Often as a mom, it's hard to tell where to draw the line with Maggie. Luckily, sometimes she gives me easy challenges.
"Mama, I want to eat my Valentines candy for breakfast."
"Hmm, let me see. NO."At this very moment, Maggie is in her room in the throes of a tantrum because I would not let her eat Smarties for breakfast. Yesterday, although we didn't give her candy, she managed to acquire her fair share at KinderCare. She brought her little stash home and decided it would make a fabulous morning treat. At first, the discussion was very civilized:
Mama, I want to save my candy for later.
I think that's great.
I want to put my lollipop in the refrigerator.
Sure, we can put it on the shelf by the jelly.
I want my other candy. I want to save it for later. I'll get my step-stool so I can get it down.
Okay, where should we put it to save it for later?
I want to hide it from you. Will you help me hide it? (She crawls under the kitchen table.) Will you help hide me with the chairs?
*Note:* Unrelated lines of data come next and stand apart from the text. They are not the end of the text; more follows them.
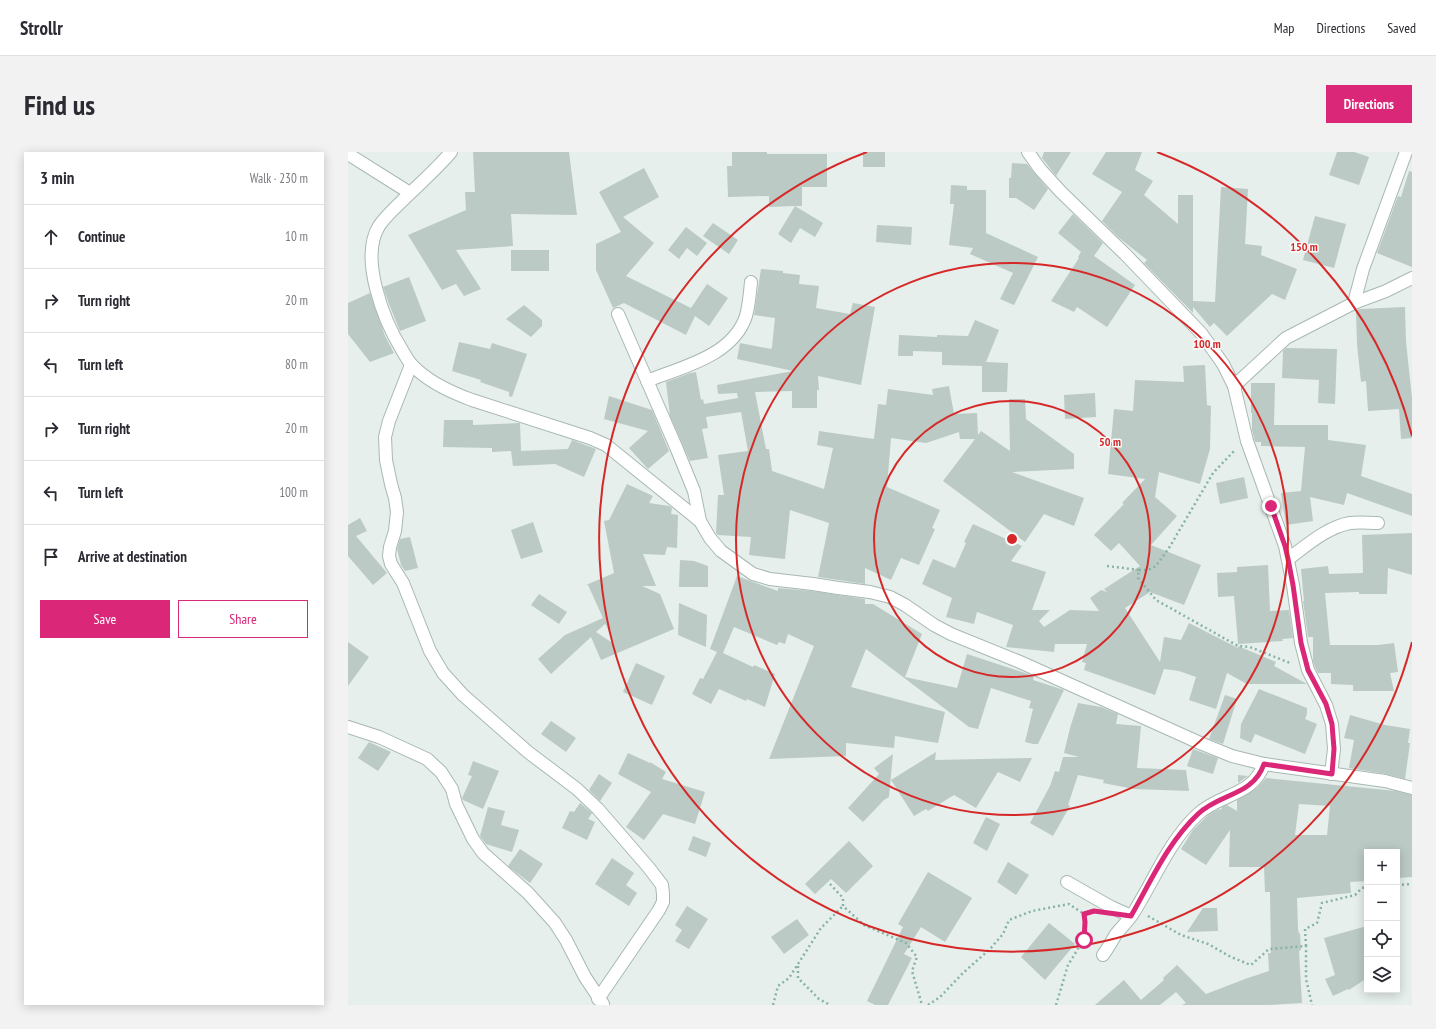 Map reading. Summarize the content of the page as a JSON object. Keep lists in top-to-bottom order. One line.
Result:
{"page":{"header":"Strollr","nav":["Map","Directions","Saved"],"buttons":["Directions",["Save","Share"]],"title":"Find us","heading":["3 min","Walk · 230 m"],"list":[["Continue","10 m"],["Turn right","20 m"],["Turn left","80 m"],["Turn right","20 m"],["Turn left","100 m"],"Arrive at destination"],"map_buttons":["+","−"]},"rings":["150 m","100 m","50 m"]} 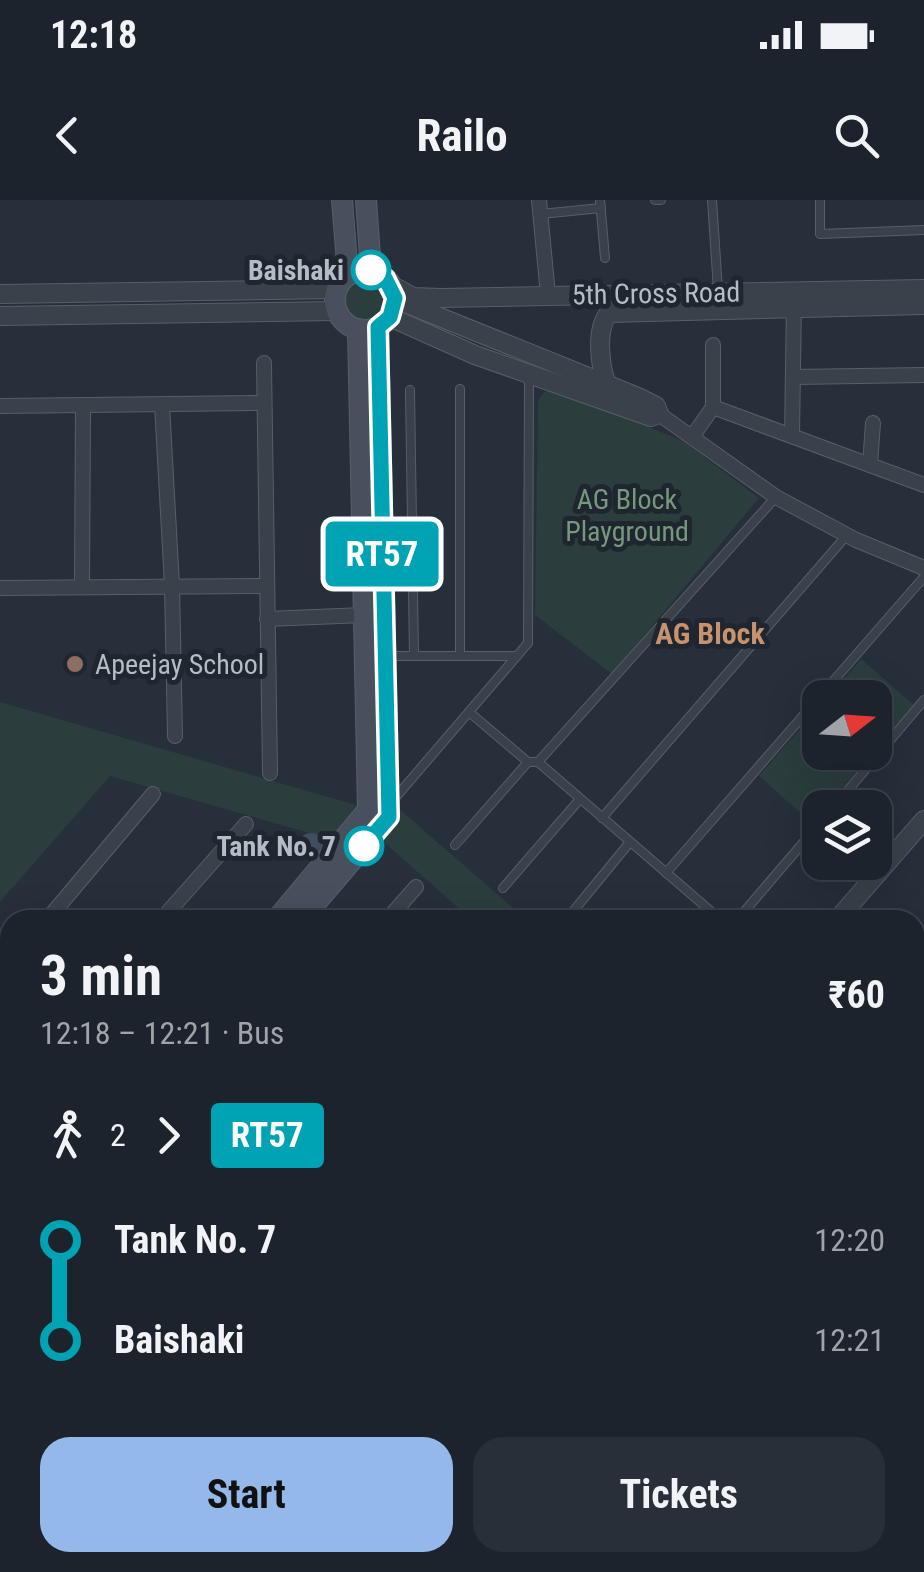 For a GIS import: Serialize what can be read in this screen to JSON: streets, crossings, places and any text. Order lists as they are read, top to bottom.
{
  "streets": {
    "street": ["5th Cross Road"]
  },
  "districts": ["AG Block"],
  "parks": ["AG Block Playground"],
  "places": ["Baishaki", "Apeejay School", "Tank No. 7"],
  "lines": ["bus line RT57"],
  "north": "right",
  "page": {
    "status": "12:18",
    "header": "Railo",
    "on_map": "RT57",
    "heading": ["3 min", "12:18 – 12:21 · Bus", "₹60"],
    "legs": ["2", "RT57"],
    "list": [
      {
        "name": "Tank No. 7",
        "value": "12:20"
      },
      {
        "name": "Baishaki",
        "value": "12:21"
      }
    ],
    "buttons": ["Start", "Tickets"]
  }
} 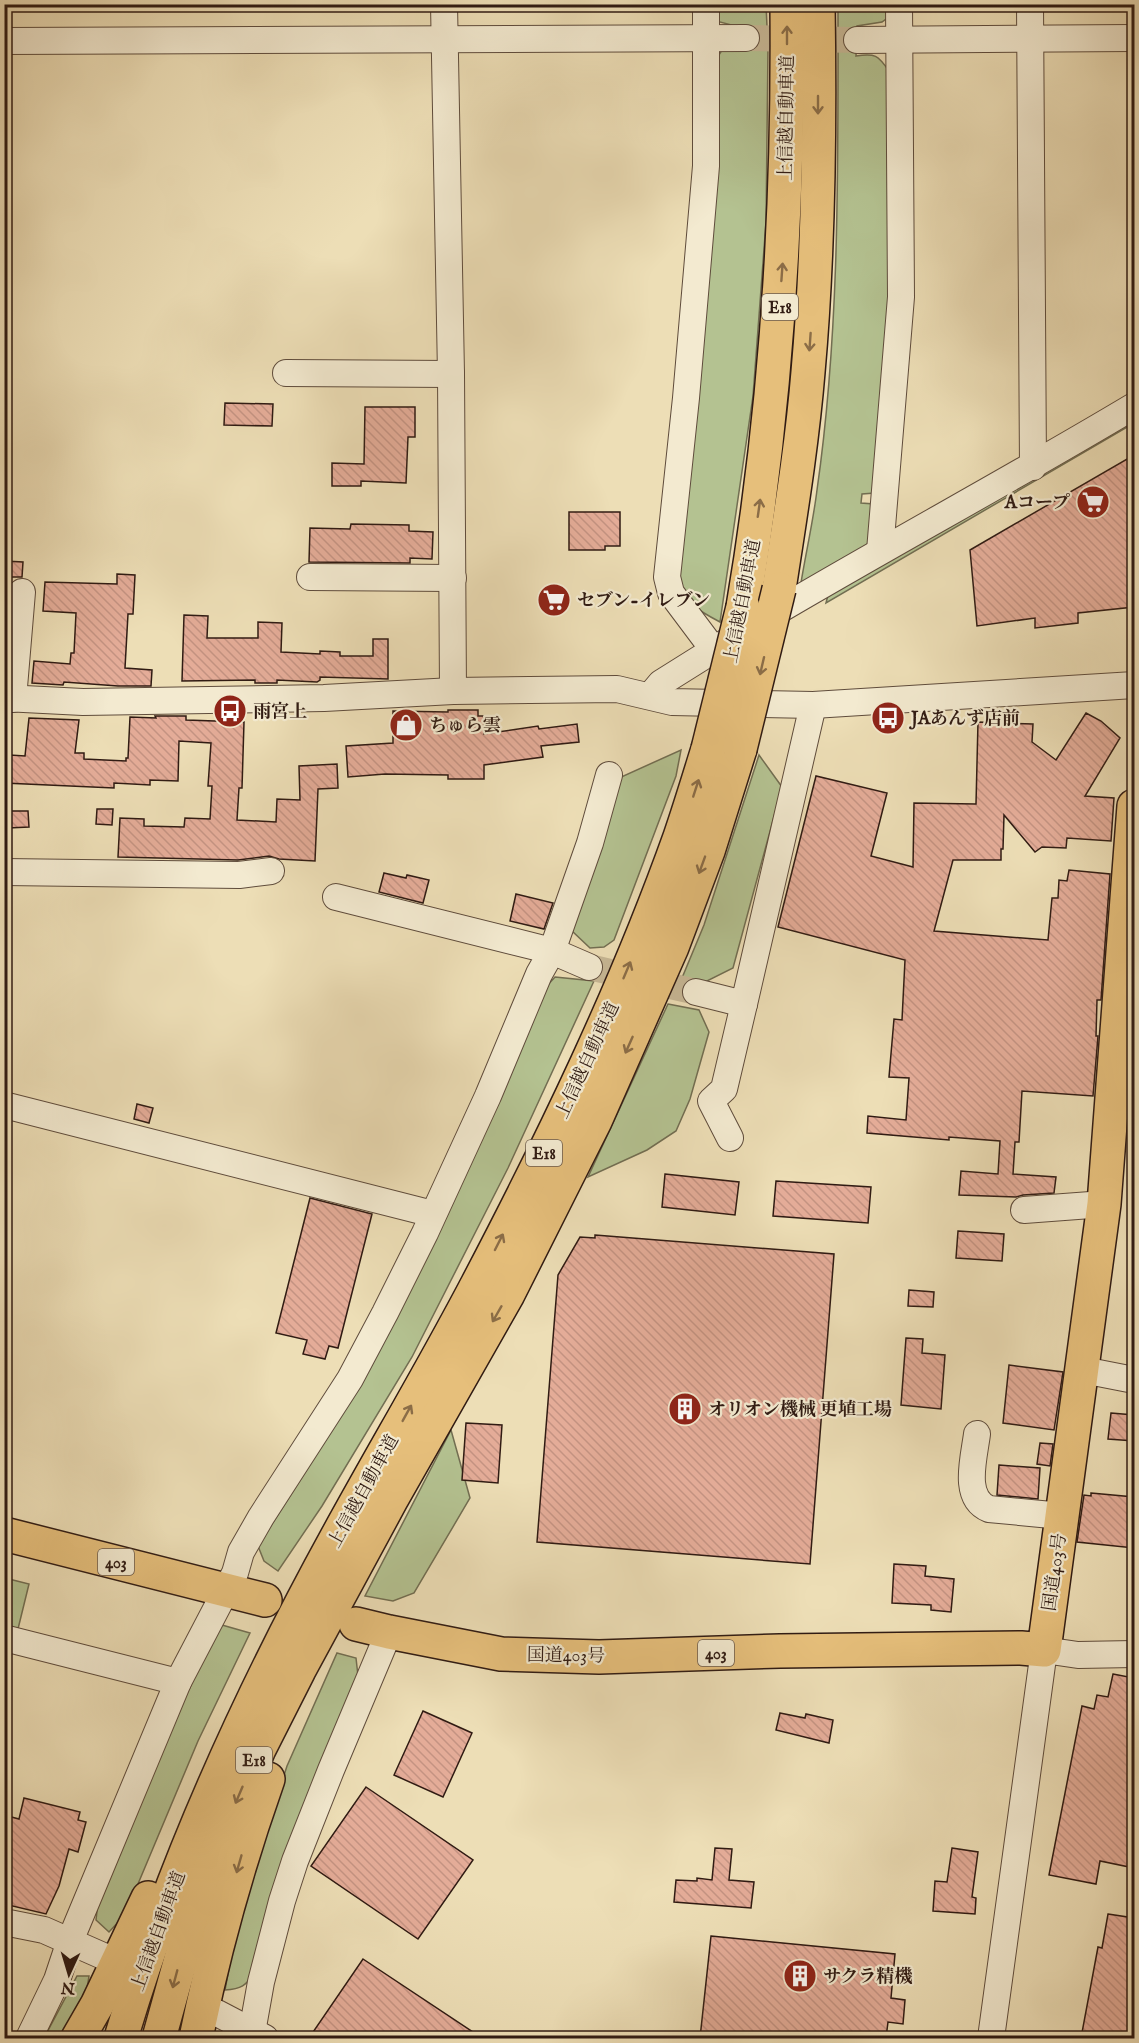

Are you planning on hiding from me?
Yes.
(And it's important to point out here that Maggie's sense of time and use of words to refer to time is not really developed, so "save it for later" really means "I want to sit here and eat three wrappersful of sugar wafers while you wonder where I've gone.") So, I ask her to give it to me. Again. Again. Finally, I take the candy. AND SHE FLIPS OUT. I tell her that I realize I've just made her very angry, but my empathy quickly dissolves when her red-faced, tear-stained vitriol crosses whatever invisible mommy-line I have drawn in my head (actually, it's when I feel myself getting really angry back at her.)
"Put me down! I don't love you! Put me down! I don't want to pull it together!"
I take her to her room, where I leave her screaming and crying as if I'd just pulled her toenails out AND told her that Santa Claus is a big jolly lie.
As I've been writing this, a sweet-faced little cherub has tapped me on the back. "Mama, I stopped crying! But my eye is still a little wet. Can I have some yogurt for breakfast?"
Start to finish on this adventure, maybe 7 or 8 minutes. Not so bad.
Children need structure. Children love structure. Children crave structure.